Ahmed, Sara. 2007. “A Phenomenology of Whiteness.” Feminist Theory 2(8):149-168.

Whiteness is “an ongoing and unfinished history which orientates bodies in specific directions, affecting how they ‘take-up space, and what they ‘can do’” (149). Phenomenology can be used to bring to the surface things such as habits which have remained unnoticed. Ahmed follows postcolonial scholars, and other philosophers of the “phenomenology of race” who have refuted nominalism and the non-existence of race. She uses phenomenology: “to show how whiteness is an effect of racialization, which in turn shapes what it is that bodies ‘can do’”; to explore how whiteness is “’real’, material, and lived.” (150). For Ahmed, phenomenology is useful in becoming aware of “the ‘what’ that is ‘around’” (151). Following Husserl (1989), and Schutz and Luckman (1974), who have argued that orientations start from the point “from which the world unfolds,” she writes that whiteness begins with: the ‘here’ of the body, and the ‘where’ of its dwelling.” Thus, “orientations are about the intimacy of bodies and their dwelling places” (151). On whiteness as involving orientation, Ahmed follows Fanon to argue: that bodies and the performances of these bodies are shaped by histories of colonialism; that the world today is an inherited one “that is ‘always-already’ there before our arrival”; but like a gift, “history is what we receive upon arrival” (153-4).

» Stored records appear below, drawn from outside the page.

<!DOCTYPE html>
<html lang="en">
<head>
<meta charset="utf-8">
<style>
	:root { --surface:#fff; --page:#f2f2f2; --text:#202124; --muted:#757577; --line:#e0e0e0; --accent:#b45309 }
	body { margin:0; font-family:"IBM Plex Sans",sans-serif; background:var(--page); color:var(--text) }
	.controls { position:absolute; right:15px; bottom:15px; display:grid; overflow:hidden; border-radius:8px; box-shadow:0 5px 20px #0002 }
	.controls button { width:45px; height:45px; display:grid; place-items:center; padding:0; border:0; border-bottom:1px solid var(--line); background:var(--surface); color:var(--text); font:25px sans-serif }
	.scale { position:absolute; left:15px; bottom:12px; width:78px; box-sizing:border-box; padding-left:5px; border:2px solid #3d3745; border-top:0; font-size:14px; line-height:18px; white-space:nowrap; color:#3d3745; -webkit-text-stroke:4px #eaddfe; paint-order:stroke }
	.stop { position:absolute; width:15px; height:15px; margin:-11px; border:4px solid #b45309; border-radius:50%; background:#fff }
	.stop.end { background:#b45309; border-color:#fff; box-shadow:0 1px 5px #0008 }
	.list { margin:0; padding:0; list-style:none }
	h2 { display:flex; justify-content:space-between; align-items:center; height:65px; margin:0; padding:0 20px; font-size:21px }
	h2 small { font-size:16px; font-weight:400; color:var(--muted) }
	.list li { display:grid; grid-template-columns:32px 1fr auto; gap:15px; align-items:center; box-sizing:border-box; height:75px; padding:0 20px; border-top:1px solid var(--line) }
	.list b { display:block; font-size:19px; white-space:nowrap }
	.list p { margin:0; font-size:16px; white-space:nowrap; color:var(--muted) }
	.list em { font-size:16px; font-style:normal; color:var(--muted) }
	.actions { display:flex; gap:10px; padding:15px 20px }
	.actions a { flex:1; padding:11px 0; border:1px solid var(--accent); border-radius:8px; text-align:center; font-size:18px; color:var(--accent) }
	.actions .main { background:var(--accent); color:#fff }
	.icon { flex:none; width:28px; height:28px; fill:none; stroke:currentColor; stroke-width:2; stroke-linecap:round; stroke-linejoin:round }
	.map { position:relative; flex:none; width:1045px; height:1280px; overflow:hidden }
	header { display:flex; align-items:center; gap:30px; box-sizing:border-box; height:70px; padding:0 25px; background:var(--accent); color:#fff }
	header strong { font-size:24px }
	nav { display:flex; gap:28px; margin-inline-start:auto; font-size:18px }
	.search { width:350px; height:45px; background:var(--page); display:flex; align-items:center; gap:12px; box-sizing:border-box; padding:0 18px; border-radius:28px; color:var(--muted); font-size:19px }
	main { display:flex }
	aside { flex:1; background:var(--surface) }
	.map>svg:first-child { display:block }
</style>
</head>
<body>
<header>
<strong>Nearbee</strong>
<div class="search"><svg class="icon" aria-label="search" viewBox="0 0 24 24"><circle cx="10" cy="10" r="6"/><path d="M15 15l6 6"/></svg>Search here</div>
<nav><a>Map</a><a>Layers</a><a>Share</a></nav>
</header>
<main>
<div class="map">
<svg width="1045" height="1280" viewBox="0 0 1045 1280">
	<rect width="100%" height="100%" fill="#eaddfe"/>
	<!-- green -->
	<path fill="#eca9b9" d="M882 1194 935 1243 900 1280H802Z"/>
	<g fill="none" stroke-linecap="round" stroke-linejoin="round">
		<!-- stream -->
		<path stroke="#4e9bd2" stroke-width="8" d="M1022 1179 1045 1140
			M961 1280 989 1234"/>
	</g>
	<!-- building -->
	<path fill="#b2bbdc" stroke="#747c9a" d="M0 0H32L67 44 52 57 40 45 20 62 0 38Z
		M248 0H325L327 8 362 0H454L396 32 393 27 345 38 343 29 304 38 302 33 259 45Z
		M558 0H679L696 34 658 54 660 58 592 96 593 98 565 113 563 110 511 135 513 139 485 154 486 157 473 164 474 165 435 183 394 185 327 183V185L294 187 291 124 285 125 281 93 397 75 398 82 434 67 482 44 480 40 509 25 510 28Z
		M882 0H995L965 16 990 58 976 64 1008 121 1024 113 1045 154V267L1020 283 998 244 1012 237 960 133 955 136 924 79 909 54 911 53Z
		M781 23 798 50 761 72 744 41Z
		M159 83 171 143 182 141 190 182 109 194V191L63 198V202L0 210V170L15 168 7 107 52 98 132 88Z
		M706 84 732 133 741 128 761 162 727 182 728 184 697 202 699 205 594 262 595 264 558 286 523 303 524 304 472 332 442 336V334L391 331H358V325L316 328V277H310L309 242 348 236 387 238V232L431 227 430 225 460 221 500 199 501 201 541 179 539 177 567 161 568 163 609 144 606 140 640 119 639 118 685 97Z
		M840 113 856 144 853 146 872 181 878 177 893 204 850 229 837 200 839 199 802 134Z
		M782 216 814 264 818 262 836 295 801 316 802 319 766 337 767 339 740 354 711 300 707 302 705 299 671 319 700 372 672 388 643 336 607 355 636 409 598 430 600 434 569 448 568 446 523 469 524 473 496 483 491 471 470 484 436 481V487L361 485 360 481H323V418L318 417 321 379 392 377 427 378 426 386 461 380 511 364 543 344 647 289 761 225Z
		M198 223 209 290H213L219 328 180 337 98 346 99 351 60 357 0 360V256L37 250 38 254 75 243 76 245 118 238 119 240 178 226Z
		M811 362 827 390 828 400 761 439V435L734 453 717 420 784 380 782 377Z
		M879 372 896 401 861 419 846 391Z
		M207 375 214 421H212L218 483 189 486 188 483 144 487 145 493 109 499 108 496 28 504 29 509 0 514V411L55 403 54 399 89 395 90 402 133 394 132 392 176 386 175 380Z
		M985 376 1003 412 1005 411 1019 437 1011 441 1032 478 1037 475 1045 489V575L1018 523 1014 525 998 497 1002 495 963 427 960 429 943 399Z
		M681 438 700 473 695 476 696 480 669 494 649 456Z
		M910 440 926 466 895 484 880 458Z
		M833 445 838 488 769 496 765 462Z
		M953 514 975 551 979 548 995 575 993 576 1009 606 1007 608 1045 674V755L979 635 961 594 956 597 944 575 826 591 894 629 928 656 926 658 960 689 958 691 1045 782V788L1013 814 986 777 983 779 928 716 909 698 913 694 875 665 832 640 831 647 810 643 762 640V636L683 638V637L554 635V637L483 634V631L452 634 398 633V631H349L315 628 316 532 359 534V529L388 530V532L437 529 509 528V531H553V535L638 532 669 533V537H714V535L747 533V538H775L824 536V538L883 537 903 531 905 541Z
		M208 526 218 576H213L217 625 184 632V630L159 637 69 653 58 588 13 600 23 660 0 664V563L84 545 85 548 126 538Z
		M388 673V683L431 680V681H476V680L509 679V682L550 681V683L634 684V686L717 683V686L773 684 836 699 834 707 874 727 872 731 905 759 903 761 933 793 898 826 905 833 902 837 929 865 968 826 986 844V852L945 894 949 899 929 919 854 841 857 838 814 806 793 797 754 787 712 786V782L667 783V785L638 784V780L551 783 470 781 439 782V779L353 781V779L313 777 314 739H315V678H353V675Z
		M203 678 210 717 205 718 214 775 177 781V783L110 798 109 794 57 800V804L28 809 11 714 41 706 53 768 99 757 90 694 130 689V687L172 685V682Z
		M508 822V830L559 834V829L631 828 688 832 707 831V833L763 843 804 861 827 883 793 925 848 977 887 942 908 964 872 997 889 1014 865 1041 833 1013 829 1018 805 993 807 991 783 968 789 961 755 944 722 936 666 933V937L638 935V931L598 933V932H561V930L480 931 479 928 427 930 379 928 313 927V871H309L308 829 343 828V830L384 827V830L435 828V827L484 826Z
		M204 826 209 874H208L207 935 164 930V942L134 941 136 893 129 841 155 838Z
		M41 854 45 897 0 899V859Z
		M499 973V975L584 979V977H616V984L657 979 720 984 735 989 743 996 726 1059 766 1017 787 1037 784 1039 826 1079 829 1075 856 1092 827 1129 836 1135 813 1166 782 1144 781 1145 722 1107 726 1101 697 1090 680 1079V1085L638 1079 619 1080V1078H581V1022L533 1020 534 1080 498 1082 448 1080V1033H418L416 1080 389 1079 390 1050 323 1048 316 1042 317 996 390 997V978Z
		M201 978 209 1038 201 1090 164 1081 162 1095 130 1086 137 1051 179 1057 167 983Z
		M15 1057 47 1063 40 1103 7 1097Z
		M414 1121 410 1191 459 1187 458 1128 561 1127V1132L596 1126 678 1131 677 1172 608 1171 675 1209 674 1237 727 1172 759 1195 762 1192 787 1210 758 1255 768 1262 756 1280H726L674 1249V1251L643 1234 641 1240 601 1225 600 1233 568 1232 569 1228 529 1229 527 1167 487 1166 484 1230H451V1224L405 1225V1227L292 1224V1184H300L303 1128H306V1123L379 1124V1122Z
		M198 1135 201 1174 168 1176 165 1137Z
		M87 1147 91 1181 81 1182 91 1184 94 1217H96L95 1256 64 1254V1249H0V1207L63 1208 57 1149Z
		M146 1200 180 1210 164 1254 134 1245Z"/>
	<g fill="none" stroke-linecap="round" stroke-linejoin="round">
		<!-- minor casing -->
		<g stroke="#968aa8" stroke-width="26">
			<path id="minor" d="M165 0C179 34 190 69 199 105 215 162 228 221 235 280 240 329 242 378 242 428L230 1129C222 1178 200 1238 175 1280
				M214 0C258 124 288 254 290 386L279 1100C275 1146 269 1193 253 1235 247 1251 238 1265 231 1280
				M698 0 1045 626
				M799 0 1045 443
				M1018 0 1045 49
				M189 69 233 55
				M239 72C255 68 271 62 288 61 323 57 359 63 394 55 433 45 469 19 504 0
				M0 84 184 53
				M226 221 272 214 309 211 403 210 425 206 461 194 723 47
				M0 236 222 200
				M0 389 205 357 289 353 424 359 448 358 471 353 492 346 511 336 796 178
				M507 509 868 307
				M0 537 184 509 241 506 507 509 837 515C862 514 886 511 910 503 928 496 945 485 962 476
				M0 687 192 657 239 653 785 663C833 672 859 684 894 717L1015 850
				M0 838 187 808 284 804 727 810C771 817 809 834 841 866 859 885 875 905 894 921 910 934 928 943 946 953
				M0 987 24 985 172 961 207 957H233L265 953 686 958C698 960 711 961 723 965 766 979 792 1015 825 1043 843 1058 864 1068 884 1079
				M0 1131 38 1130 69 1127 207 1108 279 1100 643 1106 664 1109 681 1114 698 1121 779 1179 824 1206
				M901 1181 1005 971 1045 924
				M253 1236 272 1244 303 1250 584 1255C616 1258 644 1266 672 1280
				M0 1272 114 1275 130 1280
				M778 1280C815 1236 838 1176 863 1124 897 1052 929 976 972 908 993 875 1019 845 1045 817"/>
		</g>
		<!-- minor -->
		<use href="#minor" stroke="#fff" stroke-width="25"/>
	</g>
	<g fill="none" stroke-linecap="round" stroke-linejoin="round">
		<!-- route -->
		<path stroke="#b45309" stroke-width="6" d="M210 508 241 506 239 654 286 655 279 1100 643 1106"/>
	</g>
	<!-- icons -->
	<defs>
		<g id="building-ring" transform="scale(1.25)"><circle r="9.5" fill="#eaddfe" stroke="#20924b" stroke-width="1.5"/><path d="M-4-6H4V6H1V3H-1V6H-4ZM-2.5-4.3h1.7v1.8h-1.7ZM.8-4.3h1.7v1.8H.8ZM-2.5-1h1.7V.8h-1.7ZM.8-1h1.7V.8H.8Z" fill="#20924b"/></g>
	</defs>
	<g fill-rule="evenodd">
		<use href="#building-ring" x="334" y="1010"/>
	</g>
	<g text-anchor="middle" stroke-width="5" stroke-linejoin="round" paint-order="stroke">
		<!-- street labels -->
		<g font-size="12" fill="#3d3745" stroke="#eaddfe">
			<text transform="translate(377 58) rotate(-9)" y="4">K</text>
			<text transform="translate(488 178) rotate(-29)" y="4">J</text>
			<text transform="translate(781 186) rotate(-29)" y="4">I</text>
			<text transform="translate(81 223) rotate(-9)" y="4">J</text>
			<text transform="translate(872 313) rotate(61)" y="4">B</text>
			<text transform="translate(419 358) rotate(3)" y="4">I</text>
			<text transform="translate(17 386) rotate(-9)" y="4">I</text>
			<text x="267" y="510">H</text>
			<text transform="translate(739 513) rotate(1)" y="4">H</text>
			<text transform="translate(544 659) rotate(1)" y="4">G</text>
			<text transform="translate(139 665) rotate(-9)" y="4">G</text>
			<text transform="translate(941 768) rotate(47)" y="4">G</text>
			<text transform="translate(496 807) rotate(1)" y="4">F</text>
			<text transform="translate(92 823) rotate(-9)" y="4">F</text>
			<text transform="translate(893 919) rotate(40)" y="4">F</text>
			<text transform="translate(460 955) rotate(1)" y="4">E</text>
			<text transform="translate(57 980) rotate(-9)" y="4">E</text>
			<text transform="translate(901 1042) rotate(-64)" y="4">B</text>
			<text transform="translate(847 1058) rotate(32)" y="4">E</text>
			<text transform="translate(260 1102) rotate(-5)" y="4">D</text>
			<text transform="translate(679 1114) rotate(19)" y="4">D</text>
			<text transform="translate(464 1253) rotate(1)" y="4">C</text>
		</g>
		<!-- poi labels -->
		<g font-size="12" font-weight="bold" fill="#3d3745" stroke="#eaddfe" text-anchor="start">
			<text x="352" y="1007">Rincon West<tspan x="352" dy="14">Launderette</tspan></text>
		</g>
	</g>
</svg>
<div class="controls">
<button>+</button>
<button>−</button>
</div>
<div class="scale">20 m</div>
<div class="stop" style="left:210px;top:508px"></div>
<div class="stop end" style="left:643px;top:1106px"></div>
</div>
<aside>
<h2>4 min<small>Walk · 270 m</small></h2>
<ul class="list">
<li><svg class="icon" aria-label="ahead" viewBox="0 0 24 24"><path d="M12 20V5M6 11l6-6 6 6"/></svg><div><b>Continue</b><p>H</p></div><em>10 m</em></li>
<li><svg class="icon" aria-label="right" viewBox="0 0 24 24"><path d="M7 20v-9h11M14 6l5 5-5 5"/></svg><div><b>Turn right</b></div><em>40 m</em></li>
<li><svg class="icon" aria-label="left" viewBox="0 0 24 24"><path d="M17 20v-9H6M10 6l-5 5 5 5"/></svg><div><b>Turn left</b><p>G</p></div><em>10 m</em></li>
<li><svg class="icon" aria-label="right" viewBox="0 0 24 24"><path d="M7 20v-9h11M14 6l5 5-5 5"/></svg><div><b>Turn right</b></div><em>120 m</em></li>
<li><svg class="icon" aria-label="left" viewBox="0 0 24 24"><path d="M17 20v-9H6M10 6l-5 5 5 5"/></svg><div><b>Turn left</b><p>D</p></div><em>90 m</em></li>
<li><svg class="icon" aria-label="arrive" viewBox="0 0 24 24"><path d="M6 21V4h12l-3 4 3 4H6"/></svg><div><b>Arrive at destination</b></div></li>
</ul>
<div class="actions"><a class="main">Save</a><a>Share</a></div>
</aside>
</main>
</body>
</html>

The author suggests that whiteness is a kind of orientation that “puts certain things within reach” (154). Whiteness also “holds through habits,” and “spaces acquire the shape of the bodies that ‘inhabit’ them” (156). White bodies, being habitual, are behind the action. For example, they are not subjected to stress when they encounter other objects or other bodies (156). As it is taken for granted, whiteness is not seen. Whiteness “can function as a form of public comfort by allowing bodies to extend into spaces that have already taken their shape (158). Whiteness can be a straightening device as bodies can disappear into a “sea of whiteness” (and others can approximate whiteness too to be able to blend in). Being not white, however “bodily movement” is not so easy as seen in the instances when these bodies are stopped and searched (161).